4.2.    Reseller Orders. These Customer Terms apply whether Customer purchases Products directly from Lyzr or through Lyzr-authorized resellers (each, a “Reseller”). If Customer purchase through a Reseller, Customer’s Scope of Use shall be as stated in the Order placed by Reseller for Customer, and Reseller is responsible for the accuracy of any such Order. Resellers are not authorized to make any promises or commitments on Lyzr’s behalf, and Lyzr is not bound by any obligations to Customer other than what Lyzr specifies in these Customer Terms.

5. Authorized Users. Authorized Users may be Customer’s or Customer’s Affiliates’ employees, representatives, consultants, contractors, agents, or other third parties who are acting for Customer’s benefit (or for the MSP Customer’s benefit if Customer is an MSP). Customer is responsible for compliance with these Customer Terms by all Authorized Users. All use of Products by Customer and Customer’s Authorized Users must be within the Scope of Use and solely for the benefit of Customer or Customer’s Affiliates. “Affiliate” means an entity which, directly or indirectly, owns or controls, is owned or is controlled by or is under common ownership or control with a party, where “control” means the power to direct the management or affairs of an entity, and “ownership” means the beneficial ownership of 50% (or, if the applicable jurisdiction does not allow majority ownership, the maximum amount permitted under such law) or more of the voting equity securities or other equivalent voting interests of the entity.

6. Product-Related Terms.

6.1.     License Rights.

Subject to the terms and conditions of these Customer Terms, Lyzr, grants Customer a non-exclusive, non-sublicensable, and non-transferable license to install and use the Products during the applicable License Term in accordance with these Customer Terms, Customer’s applicable Scope of Use, and the Documentation. Such use shall solely be for the benefit of the licensed Customer or licensed MSP Customer.  The term of each Software license (“License Term”) will be specified in Customer’s Order. The License Term will end upon any termination of these Customer Terms, even if no expiration date is specified in Customer’s Order.

6.2.    Restrictions.  Except as otherwise expressly permitted in these Customer Terms, Customer will not: (a) rent, lease, reproduce, modify, adapt, create derivative works of, distribute, sell, sublicense, transfer, or provide access to the Products to a third party, (b) use the Products for the benefit of any third party, (c) incorporate any Products into a product or service Customer provide to a third party, (d) interfere with any license key mechanism in the Products or otherwise circumvent mechanisms in the Products intended to limit Customer’s use, (e) reverse engineer, disassemble, decompile, translate, or otherwise seek to obtain or derive the source code, underlying ideas, algorithms, file formats or non-public APIs to any Products, except as permitted by law, (f) remove or obscure any proprietary or other notices contained in any Product, (g) publicly disseminate information regarding the performance of the Products or (h) install or use the Products to develop any competing product or service.

6.3 Number of Agents.
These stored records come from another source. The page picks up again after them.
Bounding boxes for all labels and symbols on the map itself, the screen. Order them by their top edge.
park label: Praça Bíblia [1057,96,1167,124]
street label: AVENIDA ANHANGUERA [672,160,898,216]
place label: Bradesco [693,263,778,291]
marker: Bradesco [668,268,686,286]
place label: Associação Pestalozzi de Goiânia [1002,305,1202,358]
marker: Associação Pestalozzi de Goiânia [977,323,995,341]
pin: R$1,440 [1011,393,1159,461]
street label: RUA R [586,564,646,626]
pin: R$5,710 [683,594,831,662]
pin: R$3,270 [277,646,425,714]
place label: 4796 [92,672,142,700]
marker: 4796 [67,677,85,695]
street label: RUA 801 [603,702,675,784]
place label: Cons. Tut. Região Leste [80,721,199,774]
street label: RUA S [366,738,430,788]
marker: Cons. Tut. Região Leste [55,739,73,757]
Unless otherwise specified in Customer’s Order, for each Product license that Customer purchase, Customer may install one production instance of the licensed Product on systems owned or operated by Customer (or Customer’s third party service providers so long as Customer remain responsible for their compliance with the terms and conditions of these Customer Terms).

6.4.    Customer Data.

(a) Customer owns all content that it uploads or receives from the Products (“Customer Data”).  Customer Data includes, without limitation, any prompts, queries, instructions, custom code, contextual data and any Product outputs. Customer Data does not include the Products or logic incorporated therein or any large language models on which the Products are trained. 

(b)  Customer must ensure that its use of the Product and all Customer Data is at all times compliant with these Customer Terms and all applicable local, state, federal, and international laws and regulations (“Laws”).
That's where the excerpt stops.